Josh Sugarmann, executive director of the Violence Policy Center, seems to have a simple job: find the hint of a fact, and abuse it to craft bizarre anti-gun fiction. Such was the case in “The Collapse of the AR-15 Assault Weapon Market,” Sugarmann’s recent Huffington Post article.
The article brought guffaws of laughter or outright mockery from gun bloggers, who found the closure of KBI/Charles Daly not to be evidence of a market in decline, but an example of a company with a questionable reputation for quality failing to survive even during a seller’s market.
It is absurd for anyone to ever cite the failing of a new and minor player in an industry segment as evidence of the collapse of the entire market, and it isn’t very intelligent to take the claims of outbound corporate officers at face value when they place the blame elsewhere for their company’s collapse. KBI/Charles Daly tried to jump into a market segment with which it had no experience, mistimed their entry into the market, and misjudged their niche. It collapsed as a result.
But is there any truth to the claim that the AR-15 market is in decline? Yes … and no. It depends very much on who you speak with in the crowded world of the “black rifle.”
The AR has been around in various guises since the late 1950s, with its most famous variants being the selective-fire M16 rifle and M4 carbine used by militaries around the world. The semi-automatic civilian version is extremely popular with both civilians and law enforcement. Its modular design allows for near endless customization, and it can be found in SWAT lockers and hunting cabins alike.
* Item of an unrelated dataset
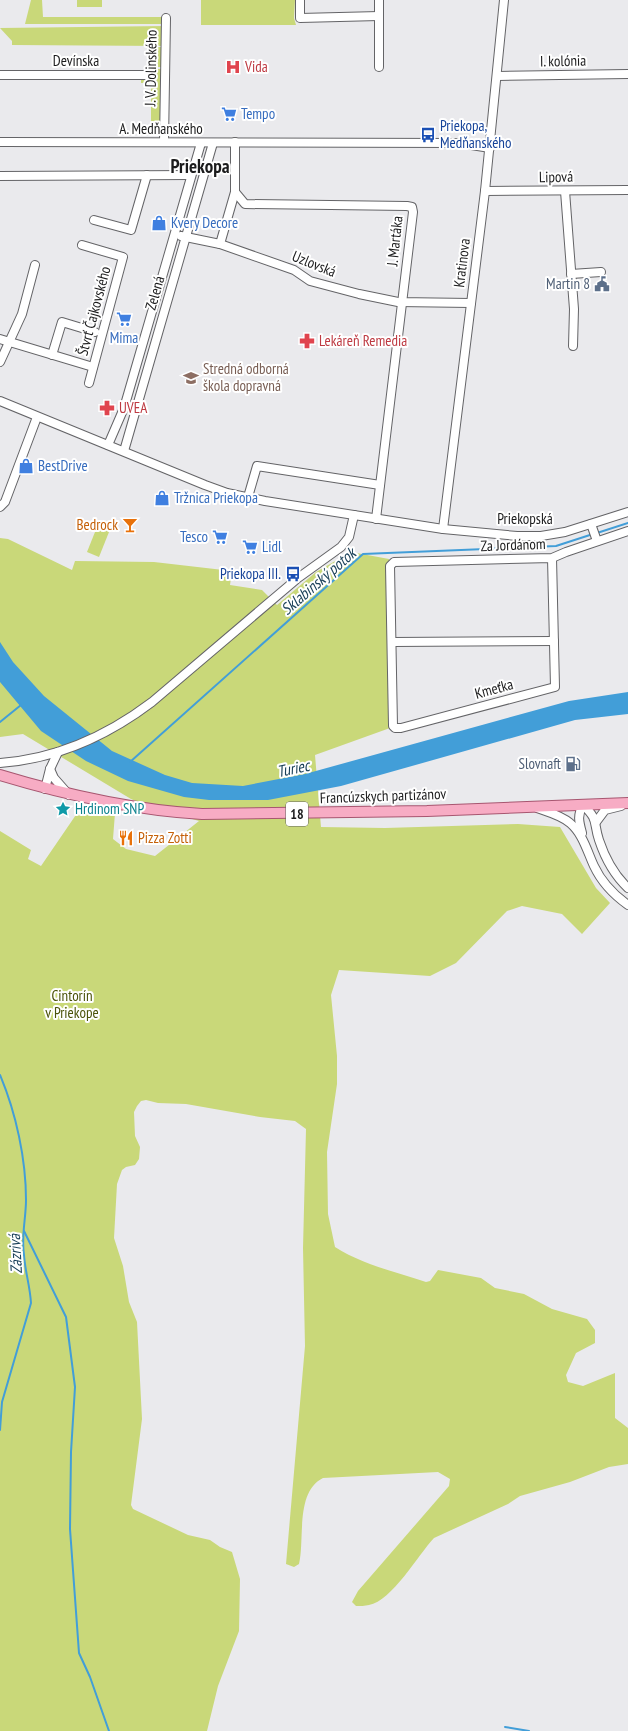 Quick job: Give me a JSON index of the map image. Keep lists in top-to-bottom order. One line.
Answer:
{"streets":{"main road":["Francúzskych partizánov","18"],"street":["Devínska","I. kolónia","J. V. Dolinského","A. Medňanského","Lipová","J. Martáka","Kratinova","Uzlovská","Zelená","Štvrť Čajkovského","Priekopská","Za Jordánom","Kmeťka"]},"crossings":[["I. kolónia","Kratinova"],["J. V. Dolinského","A. Medňanského"],["A. Medňanského","Kratinova"],["A. Medňanského","Zelená"],["Lipová","Kratinova"],["J. Martáka","Uzlovská"],["J. Martáka","Priekopská"],["Kratinova","Uzlovská"],["Kratinova","Priekopská"],["Uzlovská","Zelená"],["Zelená","Priekopská"],["Za Jordánom","Kmeťka"]],"districts":["Priekopa"],"water":["Sklabinský potok","Turiec","Zázrivá"],"parks":["Cintorín v Priekope"],"places":{"hospital":["Vida"],"supermarket":["Tempo","Mima","Tesco","Lidl"],"bus stop":["Priekopa, Medňanského","Priekopa III."],"shop":["Kvery Decore","BestDrive","Tržnica Priekopa"],"public building":["Martin 8"],"pharmacy":["Lekáreň Remedia","UVEA"],"school or university":["Stredná odborná škola dopravná"],"bar":["Bedrock"],"fuel station":["Slovnaft"],"place":["Hrdinom SNP"],"restaurant":["Pizza Zotti"]}}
By far the most common basic variant sold over the past 18 months is the carbine version of the rifle that features a 16″ barrel and a 6-position-adjustable stock. No doubt favored by returning military veterans and admirers of military equipment, the carbine closely resembles the compact M4 favored by the U.S. Army and some Marine units. These so-called “M4-geries” are sold by dozens of gun companies at varying price levels and they form the backbone of the market.
Tom Spithaler is sales director for Olympic Arms, one of the larger and more commonly stocked AR manufacturers. When I spoke with him, the message seemed mixed.
The market for the AR15 is not collapsing. It has collapsed …. when you compare them to the artificially inflated numbers we saw over the last year and a half due to the election of Obama. That aside sales are VERY good. .. They are not what they were just after the election, but they are still very good. We (Olympic Arms) are always able to weather these peaks and valleys better than other brand names as we truly manufacture what we sell. For us, it is just a matter of changing focus from one type of AR to another.